Cannot deploy ECK 2.7.0 with PSP

sebastianboelling · April 25, 2023, 1:11pm

Hi,

I tried to deploy ECK 2.7.0 on my Tanzu Kubernetes environment and get the following error message:

Warning  Failed     5m6s (x2 over 5m7s)  kubelet            Error: container has runAsNonRoot and image will run as root (pod: "elastic-operator-0_srv247(2ddfe704-c0e9-4a5a-b916-5c5e646c6c4d)", container: manager)

I am using PSP and configured it the operator.yaml and crds.yaml accordingly. With ECK 2.6.1 everything runs without any errors.

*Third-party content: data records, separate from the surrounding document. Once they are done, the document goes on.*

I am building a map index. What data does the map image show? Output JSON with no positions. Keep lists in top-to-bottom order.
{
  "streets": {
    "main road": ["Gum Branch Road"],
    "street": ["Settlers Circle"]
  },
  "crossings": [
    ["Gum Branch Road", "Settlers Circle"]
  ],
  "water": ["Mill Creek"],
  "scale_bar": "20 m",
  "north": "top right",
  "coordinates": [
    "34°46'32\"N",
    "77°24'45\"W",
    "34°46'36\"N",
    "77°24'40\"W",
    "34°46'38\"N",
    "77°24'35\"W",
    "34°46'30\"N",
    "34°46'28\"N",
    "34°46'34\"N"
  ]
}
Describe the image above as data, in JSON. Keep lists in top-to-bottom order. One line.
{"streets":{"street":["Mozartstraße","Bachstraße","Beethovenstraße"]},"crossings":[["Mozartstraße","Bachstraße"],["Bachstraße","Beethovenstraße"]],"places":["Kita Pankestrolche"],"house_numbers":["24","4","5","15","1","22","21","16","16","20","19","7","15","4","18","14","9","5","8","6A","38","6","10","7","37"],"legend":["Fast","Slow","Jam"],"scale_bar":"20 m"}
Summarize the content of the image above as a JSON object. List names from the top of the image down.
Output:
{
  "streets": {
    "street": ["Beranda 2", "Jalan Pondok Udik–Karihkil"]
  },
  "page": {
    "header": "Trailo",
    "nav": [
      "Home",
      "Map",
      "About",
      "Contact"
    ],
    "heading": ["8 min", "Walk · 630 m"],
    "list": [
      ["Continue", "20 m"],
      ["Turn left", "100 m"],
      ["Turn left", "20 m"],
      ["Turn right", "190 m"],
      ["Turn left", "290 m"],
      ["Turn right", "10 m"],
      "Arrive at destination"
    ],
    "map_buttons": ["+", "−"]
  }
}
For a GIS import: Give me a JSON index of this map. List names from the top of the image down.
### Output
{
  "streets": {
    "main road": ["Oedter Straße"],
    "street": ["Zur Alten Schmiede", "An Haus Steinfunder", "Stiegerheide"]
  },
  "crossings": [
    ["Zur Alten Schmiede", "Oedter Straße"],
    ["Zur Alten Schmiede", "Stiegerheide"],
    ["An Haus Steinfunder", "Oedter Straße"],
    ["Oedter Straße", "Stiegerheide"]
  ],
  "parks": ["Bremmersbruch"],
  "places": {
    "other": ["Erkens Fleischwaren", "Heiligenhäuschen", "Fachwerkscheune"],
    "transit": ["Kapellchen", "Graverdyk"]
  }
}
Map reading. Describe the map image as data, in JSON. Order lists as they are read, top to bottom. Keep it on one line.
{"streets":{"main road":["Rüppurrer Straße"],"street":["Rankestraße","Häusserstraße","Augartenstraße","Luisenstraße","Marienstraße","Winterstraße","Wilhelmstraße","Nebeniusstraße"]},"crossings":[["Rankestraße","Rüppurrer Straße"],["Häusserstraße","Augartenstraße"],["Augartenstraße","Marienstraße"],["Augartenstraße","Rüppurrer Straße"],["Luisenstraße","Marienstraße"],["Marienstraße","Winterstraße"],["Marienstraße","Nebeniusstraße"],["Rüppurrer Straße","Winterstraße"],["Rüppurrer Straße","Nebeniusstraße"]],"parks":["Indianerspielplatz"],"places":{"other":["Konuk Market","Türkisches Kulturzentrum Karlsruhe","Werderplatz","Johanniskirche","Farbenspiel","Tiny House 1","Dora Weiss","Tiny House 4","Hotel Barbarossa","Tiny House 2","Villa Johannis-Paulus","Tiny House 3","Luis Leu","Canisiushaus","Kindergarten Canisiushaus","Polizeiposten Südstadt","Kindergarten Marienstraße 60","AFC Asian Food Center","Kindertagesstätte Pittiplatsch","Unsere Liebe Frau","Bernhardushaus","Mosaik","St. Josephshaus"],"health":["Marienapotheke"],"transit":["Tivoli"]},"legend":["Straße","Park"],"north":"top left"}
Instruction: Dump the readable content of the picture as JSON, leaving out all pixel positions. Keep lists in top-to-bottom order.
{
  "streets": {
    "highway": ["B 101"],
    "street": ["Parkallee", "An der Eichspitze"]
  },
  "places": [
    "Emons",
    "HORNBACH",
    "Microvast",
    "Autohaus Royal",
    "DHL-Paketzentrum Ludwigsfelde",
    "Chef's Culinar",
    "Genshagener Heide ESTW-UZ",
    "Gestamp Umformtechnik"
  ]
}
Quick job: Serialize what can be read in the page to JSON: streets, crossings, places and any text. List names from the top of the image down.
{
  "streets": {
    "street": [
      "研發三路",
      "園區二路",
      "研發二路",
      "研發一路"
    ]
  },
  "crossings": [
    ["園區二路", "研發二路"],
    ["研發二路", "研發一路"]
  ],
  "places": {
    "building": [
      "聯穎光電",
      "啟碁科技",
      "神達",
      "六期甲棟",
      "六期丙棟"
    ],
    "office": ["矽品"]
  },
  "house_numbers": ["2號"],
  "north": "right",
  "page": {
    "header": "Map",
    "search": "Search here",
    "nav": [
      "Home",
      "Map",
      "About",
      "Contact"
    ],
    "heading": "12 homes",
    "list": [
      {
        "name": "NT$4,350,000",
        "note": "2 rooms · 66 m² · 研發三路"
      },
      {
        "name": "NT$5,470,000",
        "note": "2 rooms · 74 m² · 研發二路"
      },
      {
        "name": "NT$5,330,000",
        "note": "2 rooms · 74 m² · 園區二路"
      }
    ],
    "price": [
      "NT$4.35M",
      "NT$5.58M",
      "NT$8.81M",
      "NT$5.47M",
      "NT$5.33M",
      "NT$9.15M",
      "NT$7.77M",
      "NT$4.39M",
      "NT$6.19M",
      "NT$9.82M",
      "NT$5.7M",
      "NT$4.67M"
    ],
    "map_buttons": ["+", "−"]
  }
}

The container spec in the operator.yaml is as follows:

containers:
      - image: "myownrepo/eck/eck-operator:2.7.0"
        imagePullPolicy: IfNotPresent
        name: manager
        args:
        - "manager"
        - "--config=/conf/eck.yaml"
        securityContext:
          allowPrivilegeEscalation: false
          capabilities:
            drop:
            - ALL
          readOnlyRootFilesystem: true
          runAsNonRoot: true
        env:

Are there changes to the 2.7.0 image which break my definition?

Regards

Sebastian

michael.morello · April 25, 2023, 1:50pm

ECK 2.7.0 is supposed to run as user 65532 (which actually inherits it from Distroless I guess):

docker inspect docker.elastic.co/eck/eck-operator:2.7.0:

       "Config": {
            "Hostname": "",
            "Domainname": "",
            "User": "65532",

docker inspect docker.elastic.co/eck/eck-operator:2.6.1 returns the same as above.

Could you check what is the value of Config.User for your image myownrepo/eck/eck-operator:2.7.0?

sebastianboelling · April 25, 2023, 2:52pm

It is

 "Config": {
            "Hostname": "",
            "Domainname": "",
            "User": "",

Regards

sebastianboelling · April 27, 2023, 11:09am

I've found the issue. The image was faulty imported to the repo. After new import the ECK 2.7.0 works fine.

system · May 25, 2023, 11:09am

This topic was automatically closed 28 days after the last reply. New replies are no longer allowed.